LES PRINCIPAUX MOTIFS DE RECOURS AU CLOUD RÉPERTORIÉS PAR LE LIVRE BLANC :

  • La variabilisation des coûts
  • La flexibilité dans l’utilisation des capacités
  • La collaboration entre les équipes et l’échange de données sécurisées
  • L’agilité et la fluidité du déploiement
  • La sécurité et la résilience
  • L’agilité de déploiement des activités stratégiques.


Une fébrilité de la souveraineté européenne des données 

L’actualité juridique concernant l’encadrement de la circulation des données en Europe et aux Etats-Unis a été très riche depuis 2016. Le RGPD, puis le Privacy Shield ou encore le Cloud Act ont complexifié le travail des fournisseurs de cloud opérant à l’international. De plus, l’invalidation du Privacy Shield par la Cour de justice de l’Union Européenne en 2020 a mis en évidence « la profonde incompatibilité des réglementations américaines avec les principes du RGPD, qui semblent irréconciliables », précisent les auteurs du livre blanc.

Cela implique pour les entreprises un flou juridique et une carence dans la protection réelle des données confiées à des fournisseurs non-Européens. N’ayant aucune garantie de protection de leurs données, les entreprises européennes s’exposent à des risques financiers et opérationnels. À ce sujet, une entreprise publique française partageait anonymement dans le livre blanc que du fait de l’interdiction de stocker des documents publics dans des data center non-souverains, cette dernière se retrouvait dans l’incapacité d’achever sa migration cloud. Et ce, notamment parce que le nombre d’offres souveraines est très limité sur le marché.

La sensibilité sur les enjeux de gouvernance et de souveraineté des données est donc en constante augmentation et 68% des sondés s’attendent à un renforcement de la réglementation européenne sur ce sujet. 49% d’entre eux pensent aussi privilégier un fournisseur pour des raisons juridiques ou marketing. Une contrainte de choix imposée soit par le législateur ou par le marché. 
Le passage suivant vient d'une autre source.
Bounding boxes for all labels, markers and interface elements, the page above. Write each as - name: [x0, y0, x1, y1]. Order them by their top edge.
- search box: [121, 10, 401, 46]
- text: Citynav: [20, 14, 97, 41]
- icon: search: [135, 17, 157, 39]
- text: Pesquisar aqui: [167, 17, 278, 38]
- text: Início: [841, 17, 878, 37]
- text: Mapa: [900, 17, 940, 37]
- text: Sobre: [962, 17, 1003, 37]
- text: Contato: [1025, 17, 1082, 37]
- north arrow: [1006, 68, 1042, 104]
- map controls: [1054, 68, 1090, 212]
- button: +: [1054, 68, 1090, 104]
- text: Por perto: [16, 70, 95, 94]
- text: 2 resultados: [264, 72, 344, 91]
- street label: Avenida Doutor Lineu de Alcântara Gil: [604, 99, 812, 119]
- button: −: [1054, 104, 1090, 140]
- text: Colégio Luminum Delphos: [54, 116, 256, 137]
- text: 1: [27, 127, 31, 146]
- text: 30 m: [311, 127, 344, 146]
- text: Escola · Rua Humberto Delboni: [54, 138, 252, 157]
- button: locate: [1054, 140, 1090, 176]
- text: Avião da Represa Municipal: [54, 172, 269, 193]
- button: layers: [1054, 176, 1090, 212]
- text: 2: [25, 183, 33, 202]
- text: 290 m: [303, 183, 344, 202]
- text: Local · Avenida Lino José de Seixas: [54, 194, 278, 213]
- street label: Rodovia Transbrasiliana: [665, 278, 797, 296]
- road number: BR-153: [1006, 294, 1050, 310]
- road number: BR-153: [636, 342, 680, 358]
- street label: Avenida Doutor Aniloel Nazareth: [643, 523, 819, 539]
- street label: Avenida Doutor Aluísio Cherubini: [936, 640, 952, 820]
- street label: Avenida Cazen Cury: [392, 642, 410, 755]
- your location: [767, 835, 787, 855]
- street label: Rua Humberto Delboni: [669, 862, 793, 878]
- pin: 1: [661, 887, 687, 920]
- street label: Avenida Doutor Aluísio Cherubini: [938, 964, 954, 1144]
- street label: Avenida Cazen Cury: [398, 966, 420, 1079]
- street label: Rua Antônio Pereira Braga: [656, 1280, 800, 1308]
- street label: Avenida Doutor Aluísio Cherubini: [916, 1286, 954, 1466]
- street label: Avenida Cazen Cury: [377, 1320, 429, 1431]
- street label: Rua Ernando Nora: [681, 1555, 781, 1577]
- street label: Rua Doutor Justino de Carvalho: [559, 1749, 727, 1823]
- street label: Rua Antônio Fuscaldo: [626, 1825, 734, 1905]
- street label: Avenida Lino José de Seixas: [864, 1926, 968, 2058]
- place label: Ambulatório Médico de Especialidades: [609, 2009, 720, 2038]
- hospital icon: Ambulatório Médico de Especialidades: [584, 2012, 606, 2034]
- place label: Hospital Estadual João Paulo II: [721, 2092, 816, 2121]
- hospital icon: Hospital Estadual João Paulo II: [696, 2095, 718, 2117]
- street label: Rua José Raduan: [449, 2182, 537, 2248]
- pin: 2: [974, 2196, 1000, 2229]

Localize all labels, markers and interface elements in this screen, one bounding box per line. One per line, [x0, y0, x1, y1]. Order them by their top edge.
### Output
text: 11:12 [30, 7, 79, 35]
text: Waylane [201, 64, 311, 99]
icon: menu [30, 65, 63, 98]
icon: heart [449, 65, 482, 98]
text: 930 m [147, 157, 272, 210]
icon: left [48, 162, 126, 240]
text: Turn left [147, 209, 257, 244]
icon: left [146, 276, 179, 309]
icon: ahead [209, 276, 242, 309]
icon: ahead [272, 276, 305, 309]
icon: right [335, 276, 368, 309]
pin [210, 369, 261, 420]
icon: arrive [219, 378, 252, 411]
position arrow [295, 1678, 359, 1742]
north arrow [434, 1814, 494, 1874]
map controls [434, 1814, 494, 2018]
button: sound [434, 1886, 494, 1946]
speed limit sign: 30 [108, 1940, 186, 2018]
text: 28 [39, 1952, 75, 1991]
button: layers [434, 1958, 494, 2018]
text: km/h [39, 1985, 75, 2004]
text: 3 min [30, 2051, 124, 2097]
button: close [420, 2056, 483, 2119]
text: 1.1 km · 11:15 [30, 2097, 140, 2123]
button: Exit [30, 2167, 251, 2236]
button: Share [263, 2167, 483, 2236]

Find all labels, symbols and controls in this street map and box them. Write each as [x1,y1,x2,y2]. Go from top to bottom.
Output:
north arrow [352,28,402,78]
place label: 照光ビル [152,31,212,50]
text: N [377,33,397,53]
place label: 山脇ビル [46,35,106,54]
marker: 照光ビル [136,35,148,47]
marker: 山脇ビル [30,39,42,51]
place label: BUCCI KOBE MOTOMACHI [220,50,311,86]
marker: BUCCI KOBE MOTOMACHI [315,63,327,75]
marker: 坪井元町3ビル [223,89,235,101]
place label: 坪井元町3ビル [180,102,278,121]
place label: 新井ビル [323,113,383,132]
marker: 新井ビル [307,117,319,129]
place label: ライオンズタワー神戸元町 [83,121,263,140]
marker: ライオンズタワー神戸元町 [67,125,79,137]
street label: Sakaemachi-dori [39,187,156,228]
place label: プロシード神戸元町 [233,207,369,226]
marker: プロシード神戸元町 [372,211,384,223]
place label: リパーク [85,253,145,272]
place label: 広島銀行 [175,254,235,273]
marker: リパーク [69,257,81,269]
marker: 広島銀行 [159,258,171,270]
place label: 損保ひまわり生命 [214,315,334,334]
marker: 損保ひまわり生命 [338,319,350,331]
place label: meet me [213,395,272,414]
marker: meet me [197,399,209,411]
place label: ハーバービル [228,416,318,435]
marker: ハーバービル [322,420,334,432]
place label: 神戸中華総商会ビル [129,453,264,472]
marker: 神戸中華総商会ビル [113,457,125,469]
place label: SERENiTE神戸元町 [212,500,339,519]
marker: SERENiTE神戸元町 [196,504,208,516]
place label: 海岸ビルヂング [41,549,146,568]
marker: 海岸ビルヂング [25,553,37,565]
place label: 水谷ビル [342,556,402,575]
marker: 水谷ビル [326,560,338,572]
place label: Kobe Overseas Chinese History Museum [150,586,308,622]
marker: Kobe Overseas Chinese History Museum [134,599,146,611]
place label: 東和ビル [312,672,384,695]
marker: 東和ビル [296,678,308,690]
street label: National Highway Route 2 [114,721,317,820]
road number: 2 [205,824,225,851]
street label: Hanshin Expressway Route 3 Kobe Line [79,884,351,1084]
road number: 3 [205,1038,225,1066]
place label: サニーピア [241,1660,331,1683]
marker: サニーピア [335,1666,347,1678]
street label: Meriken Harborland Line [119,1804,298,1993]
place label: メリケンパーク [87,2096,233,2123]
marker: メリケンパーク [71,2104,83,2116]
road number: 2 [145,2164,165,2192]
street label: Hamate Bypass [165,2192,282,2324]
Selon KPMG, il existe cinq scénarios possibles pour l’avenir du cloud européen : 

  • Le cloud comme bien commun, avec une interopérabilité volontaire accrue entre les services de cloud, voire une fédération des acteurs autour d’écosystèmes cloud sectoriels communs.
  • La montée en puissance des acteurs européens, permise par l’émergence de nouveaux segments de marché ; edge computing, développement de l’intelligence artificielle, notamment dans le secteur industriel ; offres souveraines, etc… –
  • L’instauration d’une puissante vague réglementaire, notamment avec la création d’une Autorité de régulation du cloud, une réglementation plus stricte des pratiques commerciales, une interopérabilité forcée entre les opérateurs imposée par le régulateur et une réglementation accrue de l’innovation basée ou dérivée du cloud.
  • Une européanisation des opérations des grands acteurs non-européens du cloud, soumis à des réglementations assurant à l’Europe une création de valeur effective régionalement, et un respect strict des réglementations européennes.
  • Une séparation fonctionnelle ou structurelle des activités cloud des autres activités des opérateurs de cloud, avec notamment la création d’entités légales distinctes, dans la logique des appels au discussions actuelles sur les Big Tech aux États-Unis.

Alors que le cadre réglementaire sur ce sujet est en cours d’élaboration par la Commission européenne, les yeux sont aussi rivés sur l’initiative Gaia-X et son label de conformité qui vise à favoriser l’échange de données dans un environnement protégé par les lois européennes.